Begin expressions can be interpreted in eval-expression by
(begin-exp (exp exps)
  (eval-begin exp exps env)
where
(define eval-begin
  (lambda (exp exps env)
    (let ((val (eval-expression exp env)))
      (if (null? exps)
	  val
	  (eval-begin
	    (car exps)
	    (cdr exps)
	    env)))))
This evaluates the semi-colon separated expressions in a begin expression in order, returning the value of the last (and ignoring the values of all but the last).
E.g.,
let a = 2
    f = proc(x) *(x, x)
in begin
     print(list(a, (f a)));
     set a = 4;
     print(list(a, (f a)));
     (f (f a))
   end

prints:  (2 4)
         (4 16)
returns: 256
Arrays
interp3-7clean.scm also implements arrays (Ex 3.7.6, p94), adding primitives array, arrayref, and arrayset, so
Arr = (Ref(Expressed Value))*
Expressed Value = Number + ProcVal +Arr
Denoted Value = Ref(Expressed Value)
Call-by-reference Code from book is in 3.8cbr.scm.
Resulting interpreter is interp3-8clean.scm.

With call-by-reference, in the case an actual parameter in a procedure call is a variable, the corresponding formal parameter is bound to the location of the actual parameter, rather than to a new location.
Thus, when the formal parameter as assigned a value in the body of a procedure, the actual parameter is assigned this value.

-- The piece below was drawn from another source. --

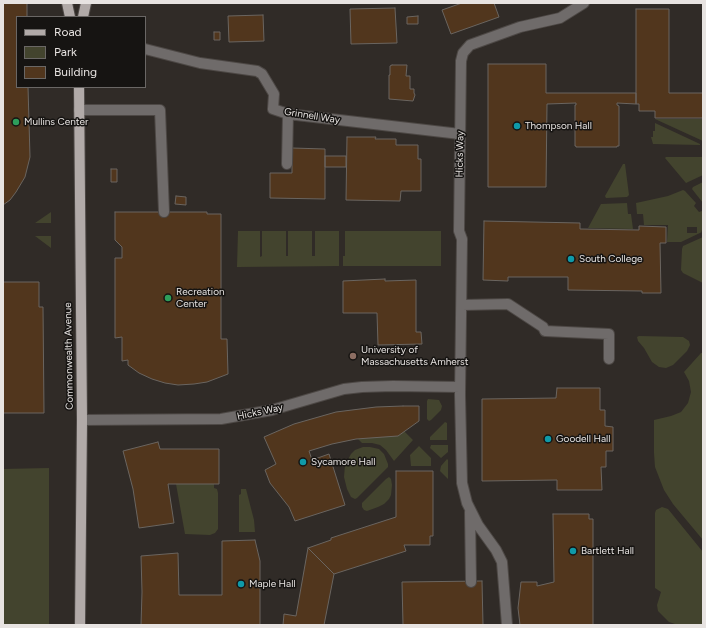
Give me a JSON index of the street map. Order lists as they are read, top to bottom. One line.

Call-by-reference is implemented by references to locations within a vector. But the location will contain either an expressed value (a direct target) or a reference to an expressed value (an indirect target).
We define a target data type to represent these kinds of values.
(define-datatype target target?
  (direct-target
    (expval expval?))
  (indirect-target
    (ref ref-to-direct-target?)))
where
(define expval?
  (lambda (x)
    (or (number? x) (procval? x)
	(list? x) (bool-value? x))))
and
(define ref-to-direct-target?
  (lambda (x)
    (and (reference? x)
	 (cases target (primitive-deref x)
	   (direct-target (v) #t)
	   (indirect-target (r) #f)))))
The following example has different output under call-by-value and call-by-reference.
let a = 3
    b = 4
    swap = proc (x, y)
             let temp = x
             in begin
                  set x = y;
                  set y = temp
                end
in begin
     print(list(a, b));
     (swap a b);
     print(list(a, b))
   end
See 3.8cbr.scm.
and interp3-8clean.scm.
Scheme.java, a call-by-value interpreter in Java that parses and evaluates list syntax.